"Yes. Tell it all."
For some moments the Indian pulled vigorously at his pipe, and the men around the fire could hear his heavy breathing, as he drew in the fumes of the tobacco, and expelled them with every breath through his distended nostrils.
The last rays of the setting sun had disappeared, the wind had ceased, and the air was silent again, save for the croak of the lake frogs and the twang of a whip-poor-will in a neighboring tree. By-and-bye the Indian laid his pipe to one side, and fixing his eye on a bright star in the west far above the horizon, he commenced his story:
"The Ojibways are of the Algonquin race," he said; "a people that roamed, before the white man came, from the rising to the setting sun. I will not tell you of our wars with the Iroquois and Hurons, and with the people of the Great Father—which made the number of our braves less and less, and our women so few that you could count them like tassels on a little field of corn. But twenty moons ago, war sprang up from a little cloud no bigger than a man's hand; and the people to the south of the lakes dug up the hatchet and hurled it against the white men and the red men of the north. So the Indians in council buried the hatchet among themselves, and chose Tecumseh, the greatest warrior of the six nations, to be their chief, and swore by the Great Spirit, that they would stand side by side with their white brothers. Then it was that Algonquins and Hurons and Iroquois united as they never did before; and with the pale face Britons fought the common foe.
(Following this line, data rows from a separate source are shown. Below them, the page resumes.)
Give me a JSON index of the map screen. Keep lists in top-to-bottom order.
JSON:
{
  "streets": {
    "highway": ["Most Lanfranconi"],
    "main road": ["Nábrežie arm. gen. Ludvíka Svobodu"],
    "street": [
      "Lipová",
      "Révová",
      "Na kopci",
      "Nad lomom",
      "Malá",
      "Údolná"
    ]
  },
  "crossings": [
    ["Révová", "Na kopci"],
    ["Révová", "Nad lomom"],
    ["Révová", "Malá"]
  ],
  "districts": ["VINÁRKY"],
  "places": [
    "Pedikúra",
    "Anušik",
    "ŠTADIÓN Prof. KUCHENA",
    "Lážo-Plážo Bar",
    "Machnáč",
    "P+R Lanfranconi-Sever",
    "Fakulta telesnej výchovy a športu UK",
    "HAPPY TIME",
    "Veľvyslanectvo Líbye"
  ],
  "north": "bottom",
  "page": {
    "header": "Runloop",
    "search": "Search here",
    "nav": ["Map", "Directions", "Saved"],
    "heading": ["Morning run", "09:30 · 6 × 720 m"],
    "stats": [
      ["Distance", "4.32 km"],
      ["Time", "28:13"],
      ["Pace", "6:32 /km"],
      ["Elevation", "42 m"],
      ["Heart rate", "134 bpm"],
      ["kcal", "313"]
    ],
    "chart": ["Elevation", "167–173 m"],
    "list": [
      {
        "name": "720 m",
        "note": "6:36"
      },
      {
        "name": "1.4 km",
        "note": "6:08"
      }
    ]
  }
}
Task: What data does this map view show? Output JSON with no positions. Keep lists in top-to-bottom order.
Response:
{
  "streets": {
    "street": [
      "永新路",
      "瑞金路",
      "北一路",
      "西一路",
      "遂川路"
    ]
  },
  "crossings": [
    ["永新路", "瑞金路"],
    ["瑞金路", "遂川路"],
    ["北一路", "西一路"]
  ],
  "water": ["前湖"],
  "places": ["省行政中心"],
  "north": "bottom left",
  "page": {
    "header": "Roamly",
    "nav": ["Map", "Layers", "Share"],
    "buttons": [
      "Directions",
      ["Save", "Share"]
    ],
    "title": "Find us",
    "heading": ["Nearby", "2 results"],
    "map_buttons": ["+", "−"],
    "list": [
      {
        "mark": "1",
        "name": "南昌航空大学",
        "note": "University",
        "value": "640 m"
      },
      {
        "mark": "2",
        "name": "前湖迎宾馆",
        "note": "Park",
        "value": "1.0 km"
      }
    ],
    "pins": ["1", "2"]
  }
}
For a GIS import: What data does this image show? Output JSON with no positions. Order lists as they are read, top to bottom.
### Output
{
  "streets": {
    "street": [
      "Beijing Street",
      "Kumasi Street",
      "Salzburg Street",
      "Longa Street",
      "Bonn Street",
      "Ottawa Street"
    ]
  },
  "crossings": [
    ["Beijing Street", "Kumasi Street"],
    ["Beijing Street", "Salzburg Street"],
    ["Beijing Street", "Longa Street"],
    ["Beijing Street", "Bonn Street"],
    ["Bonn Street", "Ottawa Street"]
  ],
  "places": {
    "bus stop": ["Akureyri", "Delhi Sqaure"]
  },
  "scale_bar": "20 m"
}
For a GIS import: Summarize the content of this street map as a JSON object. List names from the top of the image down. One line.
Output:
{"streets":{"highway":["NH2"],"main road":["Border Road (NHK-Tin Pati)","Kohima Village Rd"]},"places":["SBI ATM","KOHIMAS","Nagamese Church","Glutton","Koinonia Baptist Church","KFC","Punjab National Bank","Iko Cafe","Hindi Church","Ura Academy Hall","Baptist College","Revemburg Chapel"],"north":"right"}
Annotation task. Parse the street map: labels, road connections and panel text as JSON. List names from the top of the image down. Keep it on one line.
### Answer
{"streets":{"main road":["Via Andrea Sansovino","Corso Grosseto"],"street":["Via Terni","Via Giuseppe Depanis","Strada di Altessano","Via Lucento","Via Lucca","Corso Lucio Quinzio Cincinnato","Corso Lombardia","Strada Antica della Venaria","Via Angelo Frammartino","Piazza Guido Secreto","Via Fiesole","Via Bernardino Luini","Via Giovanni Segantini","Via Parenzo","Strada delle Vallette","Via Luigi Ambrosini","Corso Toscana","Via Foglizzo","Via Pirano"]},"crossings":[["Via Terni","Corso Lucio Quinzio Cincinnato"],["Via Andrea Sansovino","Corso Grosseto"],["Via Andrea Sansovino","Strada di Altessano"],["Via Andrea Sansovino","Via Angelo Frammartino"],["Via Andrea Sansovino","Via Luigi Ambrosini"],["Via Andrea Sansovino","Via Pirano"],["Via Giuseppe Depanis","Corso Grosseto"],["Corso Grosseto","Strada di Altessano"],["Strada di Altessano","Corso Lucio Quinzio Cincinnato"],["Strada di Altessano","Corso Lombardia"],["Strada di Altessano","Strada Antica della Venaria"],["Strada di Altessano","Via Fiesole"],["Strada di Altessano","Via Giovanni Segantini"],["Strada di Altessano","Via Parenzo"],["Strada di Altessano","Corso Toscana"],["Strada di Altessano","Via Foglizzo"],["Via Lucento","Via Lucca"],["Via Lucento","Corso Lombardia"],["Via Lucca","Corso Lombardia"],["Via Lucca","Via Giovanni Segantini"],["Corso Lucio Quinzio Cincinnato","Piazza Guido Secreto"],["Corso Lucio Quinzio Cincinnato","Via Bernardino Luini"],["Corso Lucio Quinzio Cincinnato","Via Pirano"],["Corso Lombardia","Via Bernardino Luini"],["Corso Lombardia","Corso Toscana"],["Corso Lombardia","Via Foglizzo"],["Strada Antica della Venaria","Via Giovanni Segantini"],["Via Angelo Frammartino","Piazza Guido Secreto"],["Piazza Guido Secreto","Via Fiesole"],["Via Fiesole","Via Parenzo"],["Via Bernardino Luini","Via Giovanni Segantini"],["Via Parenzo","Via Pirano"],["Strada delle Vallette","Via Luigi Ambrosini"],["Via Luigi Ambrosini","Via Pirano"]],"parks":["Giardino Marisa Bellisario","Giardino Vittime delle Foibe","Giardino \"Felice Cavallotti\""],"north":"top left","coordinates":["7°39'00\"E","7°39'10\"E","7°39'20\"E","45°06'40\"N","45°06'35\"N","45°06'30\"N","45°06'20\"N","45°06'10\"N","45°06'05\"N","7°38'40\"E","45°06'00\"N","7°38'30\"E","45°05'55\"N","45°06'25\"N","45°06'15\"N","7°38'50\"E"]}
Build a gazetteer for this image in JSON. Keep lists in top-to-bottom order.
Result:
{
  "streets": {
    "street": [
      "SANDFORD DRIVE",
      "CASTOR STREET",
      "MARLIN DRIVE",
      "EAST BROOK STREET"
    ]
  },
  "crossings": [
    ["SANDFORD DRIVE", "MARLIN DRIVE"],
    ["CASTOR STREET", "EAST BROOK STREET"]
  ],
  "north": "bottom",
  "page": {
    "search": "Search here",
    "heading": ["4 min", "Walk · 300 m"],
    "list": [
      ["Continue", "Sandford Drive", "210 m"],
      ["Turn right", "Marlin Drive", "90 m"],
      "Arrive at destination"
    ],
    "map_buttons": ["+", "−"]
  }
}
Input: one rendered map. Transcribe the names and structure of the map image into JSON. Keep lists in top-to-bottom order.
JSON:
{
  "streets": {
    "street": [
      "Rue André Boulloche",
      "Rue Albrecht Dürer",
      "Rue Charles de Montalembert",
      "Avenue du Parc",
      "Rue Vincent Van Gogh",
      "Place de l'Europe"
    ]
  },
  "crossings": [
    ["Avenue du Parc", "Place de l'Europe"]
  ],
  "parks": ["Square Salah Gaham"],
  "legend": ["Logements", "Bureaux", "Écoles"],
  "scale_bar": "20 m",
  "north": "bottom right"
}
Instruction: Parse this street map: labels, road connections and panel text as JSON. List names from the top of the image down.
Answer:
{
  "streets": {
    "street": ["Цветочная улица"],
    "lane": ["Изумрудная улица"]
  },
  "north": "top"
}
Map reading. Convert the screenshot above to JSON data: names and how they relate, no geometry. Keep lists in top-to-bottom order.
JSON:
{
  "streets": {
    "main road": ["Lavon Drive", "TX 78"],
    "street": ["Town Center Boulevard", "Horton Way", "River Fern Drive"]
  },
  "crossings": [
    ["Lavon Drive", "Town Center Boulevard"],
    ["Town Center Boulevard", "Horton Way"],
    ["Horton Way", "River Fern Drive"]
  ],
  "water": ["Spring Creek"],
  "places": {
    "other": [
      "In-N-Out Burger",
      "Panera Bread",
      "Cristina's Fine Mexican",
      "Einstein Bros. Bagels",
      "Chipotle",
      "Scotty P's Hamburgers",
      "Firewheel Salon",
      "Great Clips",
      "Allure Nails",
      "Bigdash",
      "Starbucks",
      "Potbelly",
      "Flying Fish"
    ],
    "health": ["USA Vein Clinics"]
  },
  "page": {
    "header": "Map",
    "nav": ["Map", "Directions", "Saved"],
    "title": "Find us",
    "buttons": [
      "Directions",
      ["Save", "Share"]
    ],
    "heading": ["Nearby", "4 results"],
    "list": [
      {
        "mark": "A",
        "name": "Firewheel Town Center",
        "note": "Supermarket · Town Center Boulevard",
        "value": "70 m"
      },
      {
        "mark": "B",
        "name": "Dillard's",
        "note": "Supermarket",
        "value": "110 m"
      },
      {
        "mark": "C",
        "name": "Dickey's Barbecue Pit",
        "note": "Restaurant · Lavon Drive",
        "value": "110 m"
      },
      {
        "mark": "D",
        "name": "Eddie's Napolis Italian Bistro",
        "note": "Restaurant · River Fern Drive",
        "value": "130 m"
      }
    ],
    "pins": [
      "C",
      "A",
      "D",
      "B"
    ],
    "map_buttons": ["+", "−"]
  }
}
"Tecumseh led three thousand Indians to the fight, while White Chief Proctor led the British. For a while the enemy was driven back, their warriors fell by hundreds, and many of their scalps hung at the belts of Indian braves.
"Then the foe got mad and gathering more men together drove our people back to Amherstburg, where we fought them to the teeth. But the Great Spirit forgot that we were his people—our day turned into night—our victories into mourning. The Great Father's warships melted like snow beneath the sun, and American cannons mowed down our men like grass."
The Indian was growing excited. He sat erect, with hands gripping the block beneath him, and eyes fixed afar off as if in a vision.
"Did I say the Yankees whipped the English?" he commenced again in hollow tones, forgetful of everything but the graphic outlines of his terrible story. "Yes, but the big white chief was a coward and a squaw, or it would not have happened. Tecumseh said so, and Tecumseh never lied. Nenimkee stood by him when the news came that all the captains and half the men on the lakes were dead, and the ships gone to the bottom. Then the Great Chief's heart shed drops of blood in anguish, but his eyes were dry, for an Indian never drops a tear.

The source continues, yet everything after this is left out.